As I continued the drive, each of my failed starts flashed before my eyes, and I remembered the enthusiasm with which I started each one, the hope for finding some purpose, some better woman, at the end of each rabbit hole. Every search ended in loss of interest, a dwindling of passion, or getting caught up in laziness, worldly pursuits, or another new relationship. Each shameful memory reminded me that I would probably fail with my search for God in my life and I would go back to just being me.
BUT GOD
That comment has stayed with me. One week after the comment, I finally wrote about it. One month later, I had completed my first in-depth Bible study and worked my way through the entire book of Genesis. I didn’t start the YouTube channel I thought about starting, I didn’t begin writing a new novel, nor did I order a bulk amount of tiaras and boas to start a home-based business (don’t ask). I just started simply by seeking Him and spending more time with The King than the television. I looked for ways to be kind to people in my life. I gave money to a lady on the street, even though it was inconvenient to pull over in traffic. I found God in the moment and focused on transforming my routine into sacred. I found myself surprised again and again by the feeling of joy in these little instances. 6 months in and 3 bible studies down, 1 year...a blog and a book are in the works. I’m happily married. But with God, not on my own.
Before God = Quitter
After God = Finisher
“When He had said this, He shouted with a loud voice, Lazarus, come out! And out walked the man who had been dead, his hands and feet wrapped in burial cloths, and with a [burial] napkin bound around his face. Jesus said to them, Free him of the burial wrappings and let him go.”

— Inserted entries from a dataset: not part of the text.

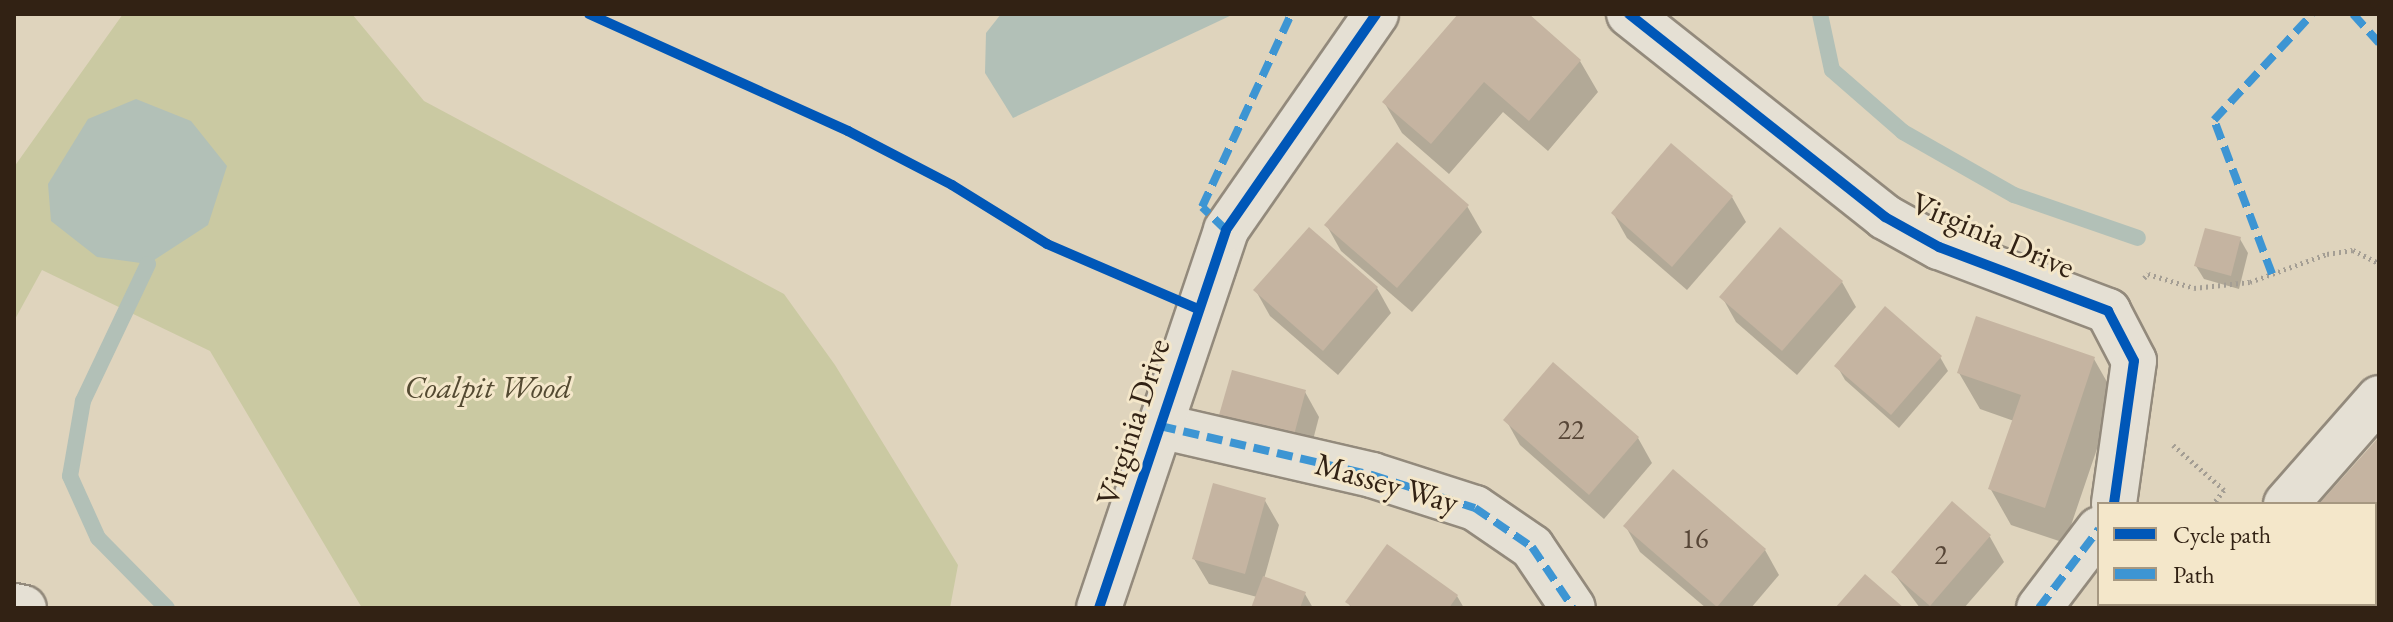 <!DOCTYPE html>
<style>
body{margin:0}
#map{position:relative;width:2393px;height:622px;overflow:hidden;background:#dfd4bd;font-family:"EB Garamond",serif}
div>[style]{position:absolute}
.green>*{inset:0;background:#cac9a2}
.water>*{inset:0;background:#b2c0b7}
.shadow>*{inset:0;background:#0003}
.stream>*{height:16px;margin:-8px;padding:0 8px;transform-origin:8px;border-radius:8px;background:#b2c0b7}
.building>*{inset:0;background:#c5b4a1}
.path>*{height:5px;margin-top:-2.5px;transform-origin:0;background:repeating-linear-gradient(90deg,#a49e94 0 2px,transparent 0 6px)}
.roads{filter:drop-shadow(2px 0 #938a7c) drop-shadow(-2px 0 #938a7c) drop-shadow(0 2px #938a7c) drop-shadow(0 -2px #938a7c)}
.minor>*{height:44px;margin:-22px;padding:0 22px;transform-origin:22px;border-radius:22px;background:#e5e0d4}
.quiet>*{height:8px;margin-top:-4px;transform-origin:0;background:repeating-linear-gradient(90deg,#3d95d3 0 16px,transparent 0 24px)}
.cycleway>*{height:10px;margin:-5px;padding:0 5px;transform-origin:5px;border-radius:5px;background:#0057b8}
span{translate:-50% -50%;white-space:nowrap;text-align:center;line-height:1.15;-webkit-text-stroke:6px #f4e7ca;paint-order:stroke}
.number-label{font-size:28px;color:#574637}
.number-label span{-webkit-text-stroke-width:0}
.street-label{font-size:32px;color:#322214}
.park-label{font-size:32px;color:#544a32;font-style:italic}
.frame{position:absolute;inset:0;border:16px solid #322214;pointer-events:none}
.legend{position:absolute;left:2097px;top:502px;width:280px;height:104px;box-sizing:border-box;background:#f4e7ca;border:2px solid #a69881;margin:0;padding:10px 14px;list-style:none;font-size:24px;color:#322214}
.legend li{display:flex;align-items:center;gap:16px;height:40px}
.legend b{width:40px;border:2px solid #a69881}
</style>
<div id="map">
<div class="green">
<i style="clip-path:polygon(123px 14px,352px 14px,424px 101px,784px 294px,835px 365px,958px 565px,950px 608px,362px 608px,210px 351px,42px 270px,14px 321px,14px 167px)"></i>
</div>
<div class="water">
<i style="clip-path:polygon(1001px 14px,1234px 14px,1013px 118px,985px 73px,986px 33px)"></i>
<i style="clip-path:polygon(136px 99px,191px 121px,227px 166px,208px 225px,148px 264px,97px 257px,51px 221px,48px 184px,88px 119px)"></i>
</div>
<div class="shadow">
<i style="clip-path:polygon(1461px 14px,1526px 14px,1580px 61px,1598px 92px,1548px 151px,1503px 112px,1449px 174px,1402px 133px,1384px 102px)"></i>
<i style="clip-path:polygon(1732px 197px,1746px 222px,1687px 290px,1627px 238px,1613px 213px)"></i>
<i style="clip-path:polygon(1467px 206px,1482px 232px,1412px 312px,1341px 251px,1327px 226px)"></i>
<i style="clip-path:polygon(2240px 239px,2248px 253px,2239px 289px,2204px 279px,2196px 266px)"></i>
<i style="clip-path:polygon(1842px 282px,1856px 307px,1797px 375px,1736px 322px,1722px 297px)"></i>
<i style="clip-path:polygon(1377px 288px,1391px 313px,1338px 375px,1270px 316px,1256px 291px)"></i>
<i style="clip-path:polygon(1940px 357px,1948px 371px,1899px 428px,1845px 380px,1837px 366px)"></i>
<i style="clip-path:polygon(2094px 359px,2115px 396px,2065px 543px,2011px 525px,1990px 488px,2014px 421px,1980px 409px,1959px 373px)"></i>
<i style="clip-path:polygon(1305px 392px,1319px 417px,1308px 459px,1236px 439px,1221px 414px)"></i>
<i style="clip-path:polygon(1506px 420px,1638px 438px,1652px 463px,1604px 519px,1520px 445px)"></i>
<i style="clip-path:polygon(2379px 440px,2379px 608px,2333px 608px,2328px 604px,2375px 604px,2375px 504px,2322px 504px)"></i>
<i style="clip-path:polygon(1673px 472px,1765px 550px,1779px 575px,1751px 608px,1706px 608px,1640px 552px,1626px 527px)"></i>
<i style="clip-path:polygon(1264px 499px,1279px 525px,1264px 579px,1305px 594px,1313px 608px,1254px 608px,1257px 597px,1209px 584px,1194px 559px)"></i>
<i style="clip-path:polygon(1952px 504px,1990px 537px,2004px 562px,1964px 608px,1920px 608px,1893px 572px)"></i>
<i style="clip-path:polygon(1457px 596px,1464px 608px,1351px 608px,1348px 602px)"></i>
</div>
<div class="stream">
<i style="left:1820px;top:14px;width:57px;rotate:77.9deg"></i>
<i style="left:1832px;top:70px;width:94px;rotate:41.1deg"></i>
<i style="left:1903px;top:132px;width:128px;rotate:29.6deg"></i>
<i style="left:2014px;top:195px;width:131px;rotate:19.1deg"></i>
<i style="left:148px;top:264px;width:152px;rotate:115.4deg"></i>
<i style="left:83px;top:401px;width:76px;rotate:99.8deg"></i>
<i style="left:70px;top:476px;width:68px;rotate:65.7deg"></i>
<i style="left:98px;top:538px;width:98px;rotate:45.4deg"></i>
</div>
<div class="building">
<i style="clip-path:polygon(1458px 14px,1529px 14px,1581px 60px,1529px 121px,1484px 82px,1431px 144px,1382px 102px)"></i>
<i style="clip-path:polygon(1397px 142px,1469px 205px,1397px 288px,1324px 225px)"></i>
<i style="clip-path:polygon(1671px 143px,1733px 196px,1672px 267px,1611px 213px)"></i>
<i style="clip-path:polygon(1309px 227px,1378px 287px,1323px 351px,1253px 290px)"></i>
<i style="clip-path:polygon(1780px 227px,1843px 281px,1782px 351px,1719px 297px)"></i>
<i style="clip-path:polygon(2205px 228px,2241px 237px,2231px 276px,2194px 266px)"></i>
<i style="clip-path:polygon(1885px 306px,1942px 356px,1891px 415px,1834px 366px)"></i>
<i style="clip-path:polygon(1976px 316px,2095px 357px,2045px 508px,1988px 489px,2021px 395px,1957px 373px)"></i>
<i style="clip-path:polygon(1553px 362px,1639px 437px,1589px 495px,1503px 420px)"></i>
<i style="clip-path:polygon(1232px 370px,1306px 390px,1294px 435px,1219px 415px)"></i>
<i style="clip-path:polygon(2379px 437px,2379px 608px,2351px 608px,2346px 604px,2375px 604px,2375px 504px,2319px 504px)"></i>
<i style="clip-path:polygon(1673px 469px,1766px 549px,1717px 607px,1623px 526px)"></i>
<i style="clip-path:polygon(1213px 483px,1266px 498px,1245px 574px,1192px 559px)"></i>
<i style="clip-path:polygon(1952px 501px,1991px 535px,1930px 606px,1891px 572px)"></i>
<i style="clip-path:polygon(1387px 544px,1458px 595px,1449px 608px,1354px 608px,1345px 602px)"></i>
<i style="clip-path:polygon(1865px 574px,1904px 608px,1835px 608px)"></i>
<i style="clip-path:polygon(1263px 576px,1306px 592px,1300px 608px,1251px 608px)"></i>
</div>
<div class="path">
<i style="left:2144px;top:278px;width:6px;rotate:-45deg"></i>
<i style="left:2148px;top:274px;width:48px;rotate:16.9deg"></i>
<i style="left:2194px;top:288px;width:56px;rotate:-6.1deg"></i>
<i style="left:2250px;top:282px;width:82px;rotate:-20deg"></i>
<i style="left:2327px;top:254px;width:26px;rotate:-9deg"></i>
<i style="left:2353px;top:250px;width:29px;rotate:27deg"></i>
<i style="left:2173px;top:445px;width:68px;rotate:41.4deg"></i>
<i style="left:2224px;top:490px;width:18px;rotate:128deg"></i>
<i style="left:2124px;top:608px;width:5px;rotate:-53deg"></i>
</div>
<div class="roads">
<div class="minor">
<i style="left:1629px;top:14px;width:327px;rotate:38.4deg"></i>
<i style="left:1885px;top:217px;width:62px;rotate:29.1deg"></i>
<i style="left:1939px;top:247px;width:181px;rotate:20.7deg"></i>
<i style="left:2108px;top:311px;width:56px;rotate:62.5deg"></i>
<i style="left:2134px;top:361px;width:144px;rotate:98deg"></i>
<i style="left:1160px;top:426px;width:218px;rotate:13deg"></i>
<i style="left:1372px;top:475px;width:108px;rotate:17.8deg"></i>
<i style="left:1475px;top:508px;width:69px;rotate:34.4deg"></i>
<i style="left:1532px;top:547px;width:73px;rotate:56.1deg"></i>
<i style="left:2286px;top:504px;width:141px;rotate:-48.7deg"></i>
<i style="left:2245px;top:604px;width:6px;rotate:39deg"></i>
<i style="left:14px;top:606px;width:10px;rotate:11deg"></i>
<i style="left:1099px;top:608px;width:399px;rotate:-71.4deg"></i>
<i style="left:1226px;top:230px;width:263px;rotate:-55.2deg"></i>
<i style="left:2039px;top:608px;width:99px;rotate:-52.8deg"></i>
</div>
</div>
<div class="quiet">
<i style="left:2353px;top:14px;width:39px;rotate:48deg"></i>
<i style="left:1226px;top:230px;width:33px;rotate:-136deg"></i>
<i style="left:1202px;top:207px;width:213px;rotate:-65.2deg"></i>
<i style="left:2272px;top:274px;width:165px;rotate:-110.6deg"></i>
<i style="left:2214px;top:120px;width:144px;rotate:-47.2deg"></i>
<i style="left:1160px;top:426px;width:218px;rotate:13deg"></i>
<i style="left:1372px;top:475px;width:108px;rotate:17.8deg"></i>
<i style="left:1475px;top:508px;width:69px;rotate:34.4deg"></i>
<i style="left:1532px;top:547px;width:73px;rotate:56.1deg"></i>
<i style="left:2039px;top:608px;width:99px;rotate:-52.8deg"></i>
</div>
<div class="cycleway">
<i style="left:589px;top:14px;width:284px;rotate:24.3deg"></i>
<i style="left:848px;top:131px;width:117px;rotate:27.4deg"></i>
<i style="left:952px;top:185px;width:112px;rotate:31.8deg"></i>
<i style="left:1047px;top:244px;width:164px;rotate:23.3deg"></i>
<i style="left:1629px;top:14px;width:327px;rotate:38.4deg"></i>
<i style="left:1885px;top:217px;width:62px;rotate:29.1deg"></i>
<i style="left:1939px;top:247px;width:181px;rotate:20.7deg"></i>
<i style="left:2108px;top:311px;width:56px;rotate:62.5deg"></i>
<i style="left:2134px;top:361px;width:144px;rotate:98deg"></i>
<i style="left:1099px;top:608px;width:399px;rotate:-71.4deg"></i>
<i style="left:1226px;top:230px;width:263px;rotate:-55.2deg"></i>
</div>
<div class="number-label">
<span style="left:1571px;top:429px">22</span>
<span style="left:1695px;top:538px">16</span>
<span style="left:1941px;top:554px">2</span>
</div>
<div class="street-label">
<span style="left:1993px;top:235px;rotate:23deg">Virginia Drive</span>
<span style="left:1133px;top:422px;rotate:-72deg">Virginia Drive</span>
<span style="left:1387px;top:483px;rotate:16deg">Massey Way</span>
</div>
<div class="park-label">
<span style="left:488px;top:387px">Coalpit Wood</span>
</div>
<div class="frame"></div>
<ul class="legend">
<li><b style="height:10px;background:#0057b8"></b>Cycle path</li>
<li><b style="height:10px;background:#3d95d3"></b>Path</li>
</ul>
</div>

Jesus raised Lazarus from the dead...after four days! Against the odds of scientific impossibility based on analysis of past deaths. Lazarus was bound in his burial wrappings, trapped by his past I guess you could say. A burial napkin bound his face. Lazarus could not speak; he could barely hop out of the darkness. No more will death surround and silence me. No more will my past prevent me from coming out of the darkness to Him. I will surround myself with loved ones who will help me out of the death of past sin. Let me go, past.
“Therefore, if anyone is in Christ, the new creation has come: The old has gone, the new is here!”
Leave the past in the tomb, get some Godly friends to help pull you out of those burial cloths, and begin to emerge into that creation God is urging you to be. Welcome to the light, your future.